Local eye doc provides vision of patriotism
By Michael Davis 1/6/10
Soldier Daniel McKey, 28, of the Louisiana National Guard's 415th battalion, shows off a pair of ballistic sunglasses donated by Dr. de la Houssaye. * Photo courtesy of SEECA
The pulse of patriotism still beats, and locals wouldn't have it any other way.
Members of Houma's Charlie and Thibodaux's Delta companies - part of the 2nd Battalion, 256th Infantry Brigade Combat Team - are lacing up their boots once again, preparing for a road of hardships and unknowns.
The two companies will begin a 12-month stint in Iraq starting Jan. 8. However, a local ophthalmologist is making the trip a little bit safer, two eyes at a time.
Dr. A.J. de la Houssaye, of SEECA ophthalmology, donated $21,000 in military-issued ballistic sunglasses to members of both companies last month.
He has long been known as an advocate of patriotism, participating in area military mural projects and celebrations like the Patriots Parade. And given his track record, that's not likely to change any time soon.
De la Houssaye said that 140 pairs of sunglasses were donated to unknowing soldiers during a deployment dinner held in mid-December. "They were amazed and shocked, he said."
Oakley manufactures the shades at $150 per pair. But you won't find these at your local sunglass hut - they're issued to military personnel only. "I can't even give these away to my friends or family," he claimed.
The sunglasses are made of a special shatter-resistant material called Plutonite. If a projectile hits the lens, its energy is absorbed, sending the object in a different direction and protecting the soldier's eyes.
"[The sunglasses] are the same caliber as a bullet proof vest, but [they're] for the eyes," he explained. The shades will also help reduce discomfort and heat that can sometimes stem from bulky, military-issued goggles.
Too often, those goggles can be found resting on the tops of soldiers' heads, leaving their eyes exposed and vulnerable. De la Houssaye said the new sunglasses would help provide constant protection to soldiers stationed in countries with tropical climates and other harsh weather conditions.
But for the Houma ophthalmologist, the donation was personal.
"I went up to every single soldier at the deployment dinner and gave them a pair of glasses. It was a really cool thing for me to be able to do and let those guys know how much we appreciate their service," he said.

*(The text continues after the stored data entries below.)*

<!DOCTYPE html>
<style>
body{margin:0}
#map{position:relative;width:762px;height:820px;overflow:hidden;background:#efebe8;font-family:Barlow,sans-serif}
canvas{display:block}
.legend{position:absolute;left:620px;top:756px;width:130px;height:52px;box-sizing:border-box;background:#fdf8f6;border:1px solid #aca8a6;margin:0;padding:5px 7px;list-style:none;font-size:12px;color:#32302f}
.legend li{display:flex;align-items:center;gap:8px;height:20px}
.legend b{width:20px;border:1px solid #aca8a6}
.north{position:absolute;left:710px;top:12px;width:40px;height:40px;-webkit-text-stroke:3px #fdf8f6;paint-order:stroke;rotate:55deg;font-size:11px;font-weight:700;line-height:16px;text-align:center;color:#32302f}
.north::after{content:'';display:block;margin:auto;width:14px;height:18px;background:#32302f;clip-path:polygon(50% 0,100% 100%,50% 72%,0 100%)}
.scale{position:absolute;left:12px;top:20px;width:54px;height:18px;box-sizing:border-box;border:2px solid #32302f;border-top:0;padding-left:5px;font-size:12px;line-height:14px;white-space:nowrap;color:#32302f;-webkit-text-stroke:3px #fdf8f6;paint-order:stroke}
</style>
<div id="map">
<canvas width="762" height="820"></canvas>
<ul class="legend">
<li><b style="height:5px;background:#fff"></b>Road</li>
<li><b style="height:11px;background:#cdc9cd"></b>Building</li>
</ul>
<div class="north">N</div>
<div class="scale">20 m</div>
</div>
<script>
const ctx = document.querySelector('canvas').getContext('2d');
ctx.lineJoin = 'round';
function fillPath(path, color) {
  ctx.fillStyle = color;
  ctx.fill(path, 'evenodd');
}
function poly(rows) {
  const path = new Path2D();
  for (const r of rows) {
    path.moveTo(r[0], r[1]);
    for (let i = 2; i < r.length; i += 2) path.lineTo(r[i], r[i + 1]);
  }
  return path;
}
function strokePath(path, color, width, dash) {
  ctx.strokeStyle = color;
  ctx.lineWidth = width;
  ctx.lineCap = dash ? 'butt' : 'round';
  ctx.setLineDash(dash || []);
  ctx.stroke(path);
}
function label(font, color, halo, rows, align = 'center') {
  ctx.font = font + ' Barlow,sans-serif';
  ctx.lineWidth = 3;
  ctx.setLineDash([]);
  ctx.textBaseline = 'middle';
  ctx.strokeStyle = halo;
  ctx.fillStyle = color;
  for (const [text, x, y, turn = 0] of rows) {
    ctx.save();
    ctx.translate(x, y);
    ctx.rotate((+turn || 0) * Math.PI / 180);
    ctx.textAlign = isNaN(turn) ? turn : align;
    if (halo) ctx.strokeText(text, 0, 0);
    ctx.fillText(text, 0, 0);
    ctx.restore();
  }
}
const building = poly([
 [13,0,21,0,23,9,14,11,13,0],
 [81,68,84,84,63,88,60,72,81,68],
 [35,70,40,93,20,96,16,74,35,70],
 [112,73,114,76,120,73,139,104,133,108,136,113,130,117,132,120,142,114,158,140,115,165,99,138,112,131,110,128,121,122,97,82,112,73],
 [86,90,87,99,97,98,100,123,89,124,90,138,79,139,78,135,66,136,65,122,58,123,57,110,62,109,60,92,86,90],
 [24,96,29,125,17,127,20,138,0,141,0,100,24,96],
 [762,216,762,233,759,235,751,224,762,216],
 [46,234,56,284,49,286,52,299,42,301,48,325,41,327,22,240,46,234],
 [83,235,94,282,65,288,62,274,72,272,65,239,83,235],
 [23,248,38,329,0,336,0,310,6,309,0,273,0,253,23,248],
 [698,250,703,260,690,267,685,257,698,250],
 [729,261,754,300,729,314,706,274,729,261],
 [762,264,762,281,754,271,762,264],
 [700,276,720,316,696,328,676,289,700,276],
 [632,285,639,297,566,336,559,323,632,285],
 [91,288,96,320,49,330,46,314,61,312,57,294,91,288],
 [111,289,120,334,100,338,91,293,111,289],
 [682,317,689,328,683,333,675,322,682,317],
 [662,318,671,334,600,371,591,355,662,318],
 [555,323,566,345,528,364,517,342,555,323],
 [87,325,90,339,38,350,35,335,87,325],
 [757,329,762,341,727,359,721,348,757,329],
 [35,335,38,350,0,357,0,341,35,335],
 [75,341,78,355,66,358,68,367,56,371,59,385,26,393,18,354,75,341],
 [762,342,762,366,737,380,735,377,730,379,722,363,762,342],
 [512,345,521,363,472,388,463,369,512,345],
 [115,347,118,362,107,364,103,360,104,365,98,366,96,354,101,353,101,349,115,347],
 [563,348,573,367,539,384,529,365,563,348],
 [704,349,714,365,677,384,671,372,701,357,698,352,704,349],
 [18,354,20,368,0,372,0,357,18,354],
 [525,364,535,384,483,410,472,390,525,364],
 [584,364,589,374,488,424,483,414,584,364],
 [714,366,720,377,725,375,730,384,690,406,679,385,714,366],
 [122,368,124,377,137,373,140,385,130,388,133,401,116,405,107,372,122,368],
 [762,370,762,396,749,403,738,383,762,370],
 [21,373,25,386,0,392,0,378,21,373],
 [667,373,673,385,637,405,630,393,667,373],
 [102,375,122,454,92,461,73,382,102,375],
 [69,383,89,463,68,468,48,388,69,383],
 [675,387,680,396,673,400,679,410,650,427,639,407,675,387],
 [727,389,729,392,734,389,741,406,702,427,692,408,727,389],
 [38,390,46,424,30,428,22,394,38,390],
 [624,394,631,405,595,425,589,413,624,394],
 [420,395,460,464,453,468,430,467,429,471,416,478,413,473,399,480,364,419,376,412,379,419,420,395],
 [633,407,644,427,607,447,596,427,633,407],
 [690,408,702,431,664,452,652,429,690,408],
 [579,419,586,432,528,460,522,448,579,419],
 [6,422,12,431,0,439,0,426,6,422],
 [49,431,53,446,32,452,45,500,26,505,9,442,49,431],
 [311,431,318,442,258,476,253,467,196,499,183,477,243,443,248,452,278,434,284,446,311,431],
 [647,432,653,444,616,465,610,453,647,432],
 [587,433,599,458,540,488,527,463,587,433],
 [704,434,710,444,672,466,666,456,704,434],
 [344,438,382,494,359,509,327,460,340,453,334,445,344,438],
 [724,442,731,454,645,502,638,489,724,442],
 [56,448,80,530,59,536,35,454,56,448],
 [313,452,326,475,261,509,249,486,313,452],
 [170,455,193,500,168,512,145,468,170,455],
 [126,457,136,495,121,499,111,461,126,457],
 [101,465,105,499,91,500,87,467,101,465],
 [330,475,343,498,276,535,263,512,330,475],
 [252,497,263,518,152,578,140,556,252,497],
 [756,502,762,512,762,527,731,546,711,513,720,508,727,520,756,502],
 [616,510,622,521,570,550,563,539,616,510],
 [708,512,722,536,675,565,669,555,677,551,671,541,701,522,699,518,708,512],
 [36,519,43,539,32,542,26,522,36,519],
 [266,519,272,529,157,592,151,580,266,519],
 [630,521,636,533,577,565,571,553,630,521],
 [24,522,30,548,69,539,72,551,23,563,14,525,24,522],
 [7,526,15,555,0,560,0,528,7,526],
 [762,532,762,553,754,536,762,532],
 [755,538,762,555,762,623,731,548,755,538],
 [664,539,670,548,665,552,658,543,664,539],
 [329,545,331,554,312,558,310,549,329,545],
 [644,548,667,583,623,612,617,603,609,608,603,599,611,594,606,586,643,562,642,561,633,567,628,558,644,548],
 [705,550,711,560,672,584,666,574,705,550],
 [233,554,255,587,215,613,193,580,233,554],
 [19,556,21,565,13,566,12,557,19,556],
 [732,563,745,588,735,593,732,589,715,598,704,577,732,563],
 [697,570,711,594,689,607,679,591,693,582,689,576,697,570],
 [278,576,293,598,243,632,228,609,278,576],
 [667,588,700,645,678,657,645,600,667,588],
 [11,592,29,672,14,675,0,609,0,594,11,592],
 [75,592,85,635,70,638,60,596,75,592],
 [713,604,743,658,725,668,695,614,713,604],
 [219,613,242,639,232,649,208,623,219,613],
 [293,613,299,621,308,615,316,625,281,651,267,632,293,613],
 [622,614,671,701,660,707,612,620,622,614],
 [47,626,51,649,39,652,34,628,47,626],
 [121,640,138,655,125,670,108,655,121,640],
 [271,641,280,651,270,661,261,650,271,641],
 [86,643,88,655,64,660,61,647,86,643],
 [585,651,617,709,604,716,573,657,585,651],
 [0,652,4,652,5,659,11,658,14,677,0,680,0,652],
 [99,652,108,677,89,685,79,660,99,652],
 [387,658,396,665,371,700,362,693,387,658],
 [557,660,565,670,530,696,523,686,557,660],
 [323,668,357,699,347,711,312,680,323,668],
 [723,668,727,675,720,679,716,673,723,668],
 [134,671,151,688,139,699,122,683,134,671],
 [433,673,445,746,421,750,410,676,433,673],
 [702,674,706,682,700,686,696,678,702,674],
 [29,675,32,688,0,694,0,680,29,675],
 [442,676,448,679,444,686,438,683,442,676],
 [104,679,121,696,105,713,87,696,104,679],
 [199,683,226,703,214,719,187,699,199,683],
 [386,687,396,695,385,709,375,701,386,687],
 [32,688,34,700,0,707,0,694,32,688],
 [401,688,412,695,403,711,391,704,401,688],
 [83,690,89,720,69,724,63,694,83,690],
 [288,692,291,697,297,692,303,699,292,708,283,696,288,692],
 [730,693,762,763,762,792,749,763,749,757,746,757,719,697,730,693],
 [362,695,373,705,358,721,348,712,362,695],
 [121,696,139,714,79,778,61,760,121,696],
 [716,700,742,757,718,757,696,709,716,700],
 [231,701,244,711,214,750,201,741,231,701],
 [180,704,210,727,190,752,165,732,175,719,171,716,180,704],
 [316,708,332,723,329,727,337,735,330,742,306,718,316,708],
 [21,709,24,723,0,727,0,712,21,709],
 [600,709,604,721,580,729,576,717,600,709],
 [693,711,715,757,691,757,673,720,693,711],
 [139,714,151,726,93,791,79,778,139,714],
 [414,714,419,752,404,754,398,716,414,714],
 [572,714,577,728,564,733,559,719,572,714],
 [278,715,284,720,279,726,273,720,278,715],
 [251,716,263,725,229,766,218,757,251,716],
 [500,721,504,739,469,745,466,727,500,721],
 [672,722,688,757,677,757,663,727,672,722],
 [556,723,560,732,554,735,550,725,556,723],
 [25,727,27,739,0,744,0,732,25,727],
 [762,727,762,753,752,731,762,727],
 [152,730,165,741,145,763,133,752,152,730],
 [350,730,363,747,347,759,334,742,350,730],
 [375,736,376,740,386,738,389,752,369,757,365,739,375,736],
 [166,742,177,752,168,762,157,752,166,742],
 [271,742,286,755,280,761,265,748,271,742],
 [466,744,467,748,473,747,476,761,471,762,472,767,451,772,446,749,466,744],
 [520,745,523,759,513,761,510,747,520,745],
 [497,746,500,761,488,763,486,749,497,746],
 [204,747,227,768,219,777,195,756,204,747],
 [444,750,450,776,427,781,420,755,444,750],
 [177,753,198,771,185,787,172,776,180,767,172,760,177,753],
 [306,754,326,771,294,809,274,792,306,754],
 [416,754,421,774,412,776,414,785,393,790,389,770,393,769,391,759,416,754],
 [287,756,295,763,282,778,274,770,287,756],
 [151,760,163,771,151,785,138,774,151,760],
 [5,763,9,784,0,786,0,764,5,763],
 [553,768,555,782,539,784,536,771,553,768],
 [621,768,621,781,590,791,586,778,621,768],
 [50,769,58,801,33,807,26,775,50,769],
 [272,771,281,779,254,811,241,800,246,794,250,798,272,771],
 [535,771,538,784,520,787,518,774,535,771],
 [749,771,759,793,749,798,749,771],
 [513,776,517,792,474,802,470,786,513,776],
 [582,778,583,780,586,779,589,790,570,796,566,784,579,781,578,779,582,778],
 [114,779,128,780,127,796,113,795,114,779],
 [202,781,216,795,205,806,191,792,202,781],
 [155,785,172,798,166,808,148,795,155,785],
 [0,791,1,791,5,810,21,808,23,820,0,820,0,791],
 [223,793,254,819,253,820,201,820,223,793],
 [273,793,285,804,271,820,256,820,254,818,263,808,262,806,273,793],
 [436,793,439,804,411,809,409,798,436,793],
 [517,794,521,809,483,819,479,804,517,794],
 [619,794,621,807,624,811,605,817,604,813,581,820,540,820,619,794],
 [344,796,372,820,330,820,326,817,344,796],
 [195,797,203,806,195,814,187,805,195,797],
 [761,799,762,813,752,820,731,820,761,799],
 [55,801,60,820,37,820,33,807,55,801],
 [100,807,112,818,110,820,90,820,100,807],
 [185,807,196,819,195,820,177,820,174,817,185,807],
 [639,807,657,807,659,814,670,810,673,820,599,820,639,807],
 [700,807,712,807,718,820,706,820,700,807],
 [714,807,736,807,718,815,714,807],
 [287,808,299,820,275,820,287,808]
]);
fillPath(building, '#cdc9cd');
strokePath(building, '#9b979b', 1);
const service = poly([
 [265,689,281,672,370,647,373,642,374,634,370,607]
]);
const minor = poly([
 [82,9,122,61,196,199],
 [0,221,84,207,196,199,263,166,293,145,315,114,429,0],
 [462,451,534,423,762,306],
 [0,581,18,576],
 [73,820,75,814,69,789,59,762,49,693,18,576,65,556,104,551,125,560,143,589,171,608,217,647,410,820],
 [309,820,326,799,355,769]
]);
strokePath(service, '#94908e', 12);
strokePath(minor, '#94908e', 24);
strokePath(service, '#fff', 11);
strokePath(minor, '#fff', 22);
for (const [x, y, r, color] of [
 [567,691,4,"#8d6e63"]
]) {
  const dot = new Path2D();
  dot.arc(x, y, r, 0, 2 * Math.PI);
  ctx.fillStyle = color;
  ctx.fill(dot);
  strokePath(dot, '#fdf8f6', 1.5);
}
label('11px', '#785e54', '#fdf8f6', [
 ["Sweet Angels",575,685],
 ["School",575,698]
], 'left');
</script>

De la Houssaye's military ties can be traced back to 1968, when his father served and was killed in Vietnam. Although struck with angst at a young age, evidence of his giving nature can still be found.
As part of his efforts to support local troops and their families, de le Houssaye also offers Veterans free eye exams at his Houma office during the months of November and December.
"The main reason I do that is because I was affected as a kid," he said.
"My father was killed in action… and because of that, I went through a lot of tough times growing up. I knew what it was like to lose [someone] serving in the military.
"There are a lot of people in this area who have similar stories. I wanted to reach out to those people and give something back."
Within the two-month period, de la Houssaye said he typically sees about 300 veterans, some of whom may be returning to active duty.
Unfortunately, the grim realities that come with military service still linger. While the deployment dinner was meant as more a celebration than a farewell, some realize this could have been the final goodbye.
"A lot of these boys that are going [to Iraq]; we'll never see them again," de la Houssaye said. "So it really made that dinner special for me, because I knew it might be the last time I'm going to see them.
"I wanted them to know how much it means to me, and the community, that they're putting their life on the line to protect us. I mean, there's not too many people who do that."